Silver reflects on this arc:

“It was like one of those moments where the world could have branched either way. And we just didn’t know until the match happened.”

In the Era of Experience, this kind of human-AI interplay will become more common—not just in games, but in medicine, engineering, and design. Silver and Fan Hui’s dialogue reminds us: AI is not only a tool for superhuman performance—it’s a mirror for human humility, growth, and reinvention.

🚀 Final Reflections: Why “The Era of Experience” Matters for Product Builders

David Silver’s vision isn’t just a philosophical argument—it’s a strategic roadmap for where AI is going next. And for founders and product leaders, it’s a wake-up call.

Here’s what this shift means for you:

1. LLMs aren't the ceiling—just the starting point

Most of today's AI tools are trained on what humans have already said, written, and done. That’s useful for mimicking, summarizing, or assisting—but not for discovering, solving, or innovating. The next breakthroughs will come from systems that interact, experiment, and learn from the world itself.

Human data = fossil fuel
Self-generated experience = renewable energy

2. Stop asking your model to guess what humans want. Let it find out.

RLHF teaches models to make people feel like they’re right. Reinforcement learning teaches them to be right. If your product relies on simulated human judgment, it may never surpass human-level thinking. But if your product can learn from outcomes, it has no ceiling.

3. Reward signals are product decisions

Silver's discussion of grounded rewards—like eating the cake, not just rating the recipe—offers a design principle: ground your systems in reality. Use actual results, not proxies. Define success in metrics that evolve with your users and context.

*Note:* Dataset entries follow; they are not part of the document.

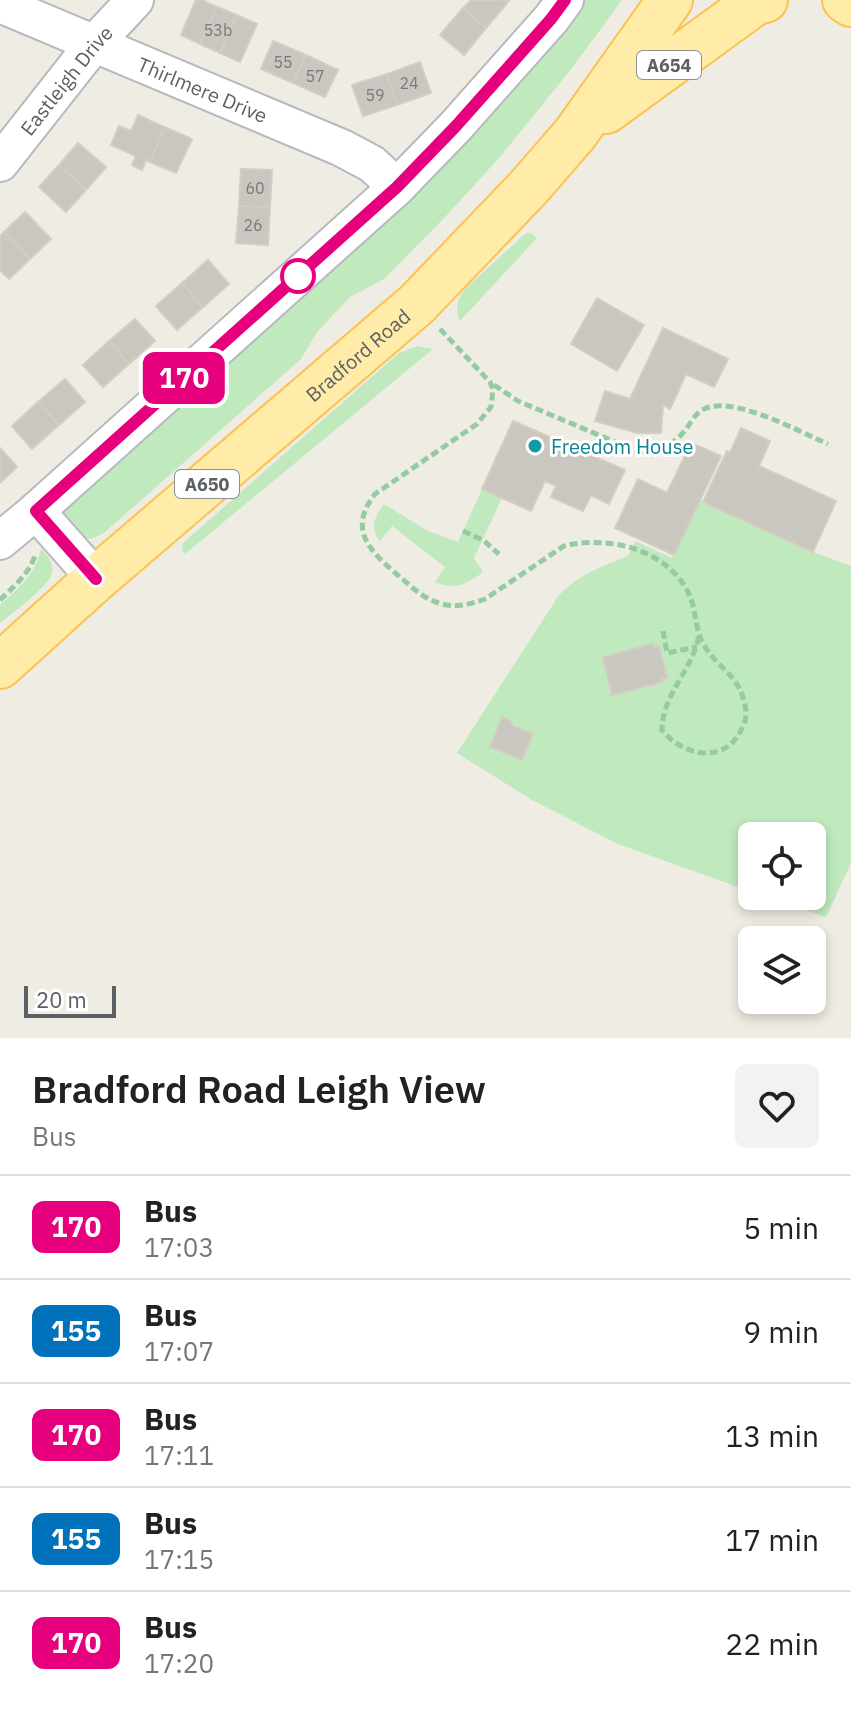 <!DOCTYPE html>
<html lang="en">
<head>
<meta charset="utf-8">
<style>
  body { margin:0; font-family:"IBM Plex Sans",sans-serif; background:#f2f2f2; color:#222; height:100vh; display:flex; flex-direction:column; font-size:30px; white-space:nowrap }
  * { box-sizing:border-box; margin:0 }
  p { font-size:26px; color:#767676 }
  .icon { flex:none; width:44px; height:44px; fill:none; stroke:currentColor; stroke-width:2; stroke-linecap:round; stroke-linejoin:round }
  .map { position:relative; height:1038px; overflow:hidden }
  .panel { display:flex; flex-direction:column; background:#fff; flex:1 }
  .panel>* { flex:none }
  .badge { padding:0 16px; border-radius:12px; font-size:28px; line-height:52px }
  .controls { position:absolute; left:738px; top:822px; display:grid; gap:16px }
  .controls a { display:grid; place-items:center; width:88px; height:88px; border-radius:12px; background:#fff; box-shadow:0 4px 12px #0003; font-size:40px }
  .scale { position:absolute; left:24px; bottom:20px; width:92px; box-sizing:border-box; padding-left:8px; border:4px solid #5b6065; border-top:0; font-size:22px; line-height:28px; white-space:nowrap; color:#5b6065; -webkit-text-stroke:6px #fff; paint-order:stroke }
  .map>.badge { position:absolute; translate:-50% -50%; box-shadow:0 0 0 4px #fff }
  .round { display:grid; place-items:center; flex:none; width:84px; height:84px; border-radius:12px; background:#f2f2f2 }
  .headline { display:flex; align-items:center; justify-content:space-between; height:136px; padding:0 32px }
  h1 { font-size:38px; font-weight:600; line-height:60px }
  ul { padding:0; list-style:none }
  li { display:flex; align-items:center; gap:24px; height:104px; padding:0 32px; border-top:2px solid #e0e0e0 }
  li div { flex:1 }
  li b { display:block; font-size:30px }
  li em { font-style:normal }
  li .badge { min-width:88px; font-weight:700; text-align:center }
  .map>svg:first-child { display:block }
  .green { fill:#c0e9bd }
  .building { fill:#cac6c0; stroke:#d5cdc1; stroke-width:2 }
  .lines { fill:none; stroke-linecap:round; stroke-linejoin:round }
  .minor-casing { stroke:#b6babf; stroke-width:40 }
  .primary-casing { stroke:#fdc24e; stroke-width:48 }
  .path { stroke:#95cba2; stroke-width:5; stroke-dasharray:8 4; stroke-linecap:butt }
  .minor { stroke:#fff; stroke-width:36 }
  .primary { stroke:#ffeca9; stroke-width:44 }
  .line-casing { stroke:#fff; stroke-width:18 }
  .line { stroke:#e6007e; stroke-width:12 }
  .stop-dot { fill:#fff; stroke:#e6007e; stroke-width:4 }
  .culture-dot { fill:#0f9aa8; stroke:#fff; stroke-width:3 }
  .labels { text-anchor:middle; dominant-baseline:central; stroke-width:6; stroke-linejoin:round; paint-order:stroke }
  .number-label { font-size:16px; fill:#777a7c }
  .shield { fill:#fff; stroke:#8c9093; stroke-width:2 }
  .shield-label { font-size:18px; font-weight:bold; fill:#5b6065 }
  .street-label { font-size:20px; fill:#5b6065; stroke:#fff }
  .culture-label { font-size:20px; fill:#0d838f; stroke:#fff; text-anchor:start }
</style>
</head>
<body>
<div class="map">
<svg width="851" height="1038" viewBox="0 0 851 1038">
  <rect width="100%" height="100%" fill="#efece3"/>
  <path class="green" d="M 582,0 L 622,0 L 572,68 L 499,158 L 447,215 L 384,279 L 350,297 L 317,332 L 301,359 L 104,533 L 91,539 L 76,538 L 62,517 L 67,501 L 336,267 L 416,191 Z
    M 526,233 L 531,233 L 537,238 L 460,321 C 454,308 458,298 466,288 Z
    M 417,346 L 433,349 L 185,554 L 182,551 L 183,543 L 399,353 Z
    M 482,489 L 502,498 L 474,558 L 483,572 C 468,584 454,591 435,582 L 445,567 L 392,526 L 380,541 C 369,529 375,515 384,504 L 426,530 L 458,542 Z
    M 700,500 L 813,552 L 851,566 L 851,863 L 826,917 L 764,896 L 812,896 L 812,836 L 752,836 L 752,892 L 618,844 L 532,800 L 457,753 L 559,595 C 581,574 600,567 628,556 L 635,541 L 672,558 Z
    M 41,549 C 48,556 54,563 52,573 C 49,587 12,613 0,623 L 0,605 C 18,589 36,574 41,549 Z"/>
  <path class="building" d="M 196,0 L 202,0 L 217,7 L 200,44 L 181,35 Z
    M 471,0 L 508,0 L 509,1 L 486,28 L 463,8 Z
    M 217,7 L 237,15 L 220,53 L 200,44 Z
    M 463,8 L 486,28 L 464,55 L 440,35 Z
    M 237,15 L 257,24 L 240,62 L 220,53 Z
    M 273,41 L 306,55 L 293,83 L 261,69 Z
    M 306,55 L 338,70 L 325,97 L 293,83 Z
    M 420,62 L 431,93 L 397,105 L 387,74 Z
    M 387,74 L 397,105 L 363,116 L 352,85 Z
    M 138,115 L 164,127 L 150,162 L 146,160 L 142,170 L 132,165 L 136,156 L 111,145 L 119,126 L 131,131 Z
    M 164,127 L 192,139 L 176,173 L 150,162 Z
    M 78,143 L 106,167 L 86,190 L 59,165 Z
    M 59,165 L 86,190 L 66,212 L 39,187 Z
    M 241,169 L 272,170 L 270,207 L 239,206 Z
    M 239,206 L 270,207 L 268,245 L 236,243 Z
    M 25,212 L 51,239 L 30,259 L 4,232 Z
    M 4,232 L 30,259 L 9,279 L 0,270 L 0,236 Z
    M 208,260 L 229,284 L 203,307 L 182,283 Z
    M 182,283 L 203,307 L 177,330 L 156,306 Z
    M 597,298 L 644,325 L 617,371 L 571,344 Z
    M 135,319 L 155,341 L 129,364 L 109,341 Z
    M 663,328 L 728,359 L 714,387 L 686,374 L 670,409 L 663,405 L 661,433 L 638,433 L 595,421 L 605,391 L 630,399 Z
    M 109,341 L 129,364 L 103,387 L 83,365 Z
    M 65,379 L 85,402 L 59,425 L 38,402 Z
    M 38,402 L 59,425 L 32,449 L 12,426 Z
    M 513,421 L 625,470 L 609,504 L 591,495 L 583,511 L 551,497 L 556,486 L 545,481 L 531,511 L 482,489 Z
    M 741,428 L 770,441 L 759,466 L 836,501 L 813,552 L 703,502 L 727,451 L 730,453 Z
    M 691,443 L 721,456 L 674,555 L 615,528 L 638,479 L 667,493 Z
    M 0,448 L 17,467 L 0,483 Z
    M 653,644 L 654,647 L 659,646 L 667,678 L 662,679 L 663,682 L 612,695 L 603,657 Z
    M 502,717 L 512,722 L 511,725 L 533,734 L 522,760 L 490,747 Z"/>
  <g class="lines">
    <g class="minor-casing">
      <g id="minor">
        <path id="s1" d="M 0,4 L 342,148 L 372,164 L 397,187"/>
        <path id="s2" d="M 0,163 L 93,45 L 135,0"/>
        <path d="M 36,511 L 96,579"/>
        <path d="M 0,541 L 36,511 L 397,187 L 456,126 L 551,19 L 565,0"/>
      </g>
    </g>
    <g class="primary-casing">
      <g id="primary">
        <path d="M 845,0 L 851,4"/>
        <path d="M 606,111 L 756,2 L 765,0"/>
        <path id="s3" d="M 0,666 L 96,579 L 417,304 L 529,187 L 575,134 L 670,0"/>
      </g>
    </g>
    <path class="path" d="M 440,329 L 490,382 L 493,389 L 491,407 L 477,424 L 375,494 C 346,531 372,553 400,577 C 413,588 425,600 442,604 C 457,608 471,604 485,599 L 564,546 C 608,535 666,549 688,592 C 697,609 694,629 704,645 C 720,672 741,674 746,711 C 747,719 743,727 739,734 C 720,765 681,754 662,730 C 662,694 694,669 699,634
      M 494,385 L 518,401 L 639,452 C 661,451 673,446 687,428 C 690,423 694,417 698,413 C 724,389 799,432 828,444
      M 463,531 L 483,540 L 499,554
      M 0,600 C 14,586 28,575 35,556
      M 663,631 L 667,653 L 697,647"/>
    <use href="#minor" class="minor"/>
    <use href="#primary" class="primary"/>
  </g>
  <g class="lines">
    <g class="line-casing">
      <path id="line" d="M 96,579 L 36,511 L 397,187 L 456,126 L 551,19 L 565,0"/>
    </g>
    <use href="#line" class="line"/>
  </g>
  <circle class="stop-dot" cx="298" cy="276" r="16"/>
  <circle class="culture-dot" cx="535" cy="446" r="8"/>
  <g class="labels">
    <g class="number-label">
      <text x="218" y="30">53b</text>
      <text x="283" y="62">55</text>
      <text x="315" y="76">57</text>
      <text x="409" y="83">24</text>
      <text x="375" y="95">59</text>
      <text x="255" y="188">60</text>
      <text x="253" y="225">26</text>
    </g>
    <g class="shield">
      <rect x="637" y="51" width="64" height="28" rx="6"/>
      <rect x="175" y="470" width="64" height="28" rx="6"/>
    </g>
    <g class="shield-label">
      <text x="669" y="65">A654</text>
      <text x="207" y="484">A650</text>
    </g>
    <g class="street-label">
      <text stroke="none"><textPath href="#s2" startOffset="106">Eastleigh Drive</textPath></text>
      <text stroke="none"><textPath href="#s1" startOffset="220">Thirlmere Drive</textPath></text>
      <text stroke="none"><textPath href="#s3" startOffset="474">Bradford Road</textPath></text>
    </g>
    <g class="culture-label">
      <text x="551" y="446">Freedom House</text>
    </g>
  </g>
</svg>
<div class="controls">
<a><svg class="icon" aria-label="locate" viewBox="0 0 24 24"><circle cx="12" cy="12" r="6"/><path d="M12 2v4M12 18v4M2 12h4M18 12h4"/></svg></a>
<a><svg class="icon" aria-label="layers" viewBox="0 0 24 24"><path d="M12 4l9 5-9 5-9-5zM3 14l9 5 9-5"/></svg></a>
</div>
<div class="scale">20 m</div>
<b class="badge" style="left:184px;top:378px;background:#e6007e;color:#fff">170</b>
</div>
<section class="panel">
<div class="headline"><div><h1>Bradford Road Leigh View</h1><p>Bus</p></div><a class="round"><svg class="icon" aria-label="heart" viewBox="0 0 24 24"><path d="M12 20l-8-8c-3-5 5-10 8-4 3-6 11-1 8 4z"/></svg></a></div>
<ul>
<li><span class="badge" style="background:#e6007e;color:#fff">170</span><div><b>Bus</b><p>17:03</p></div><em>5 min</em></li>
<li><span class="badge" style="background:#0072bc;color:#fff">155</span><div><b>Bus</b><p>17:07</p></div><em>9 min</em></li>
<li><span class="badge" style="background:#e6007e;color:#fff">170</span><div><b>Bus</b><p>17:11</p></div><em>13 min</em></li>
<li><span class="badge" style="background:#0072bc;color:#fff">155</span><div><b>Bus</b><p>17:15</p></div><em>17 min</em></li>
<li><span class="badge" style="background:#e6007e;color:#fff">170</span><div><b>Bus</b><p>17:20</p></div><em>22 min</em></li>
</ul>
</section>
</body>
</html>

4. Experience-based systems unlock new categories

What AlphaZero did for Go, AlphaProof is doing for math. The same approach could reshape:

Drug discovery: Molecules generated and tested in silico.
Hardware design: Chips or architectures optimized through self-play.
Creative tools: Systems that sketch, simulate, and iterate across hundreds of ideas.

The challenge is no longer just "how do we make the AI smarter?" but "how do we build environments where AI can grow?"

Bottom line:
The Era of Experience isn’t just a research milestone—it’s a paradigm shift. If you're building for the next generation of intelligent systems, ask yourself:

Is your AI learning from data or from experience?
Is it trying to imitate human output, or trying to exceed human limitations?

Those who bet early on self-learning systems—just as DeepMind did—may find themselves making their own Move 37.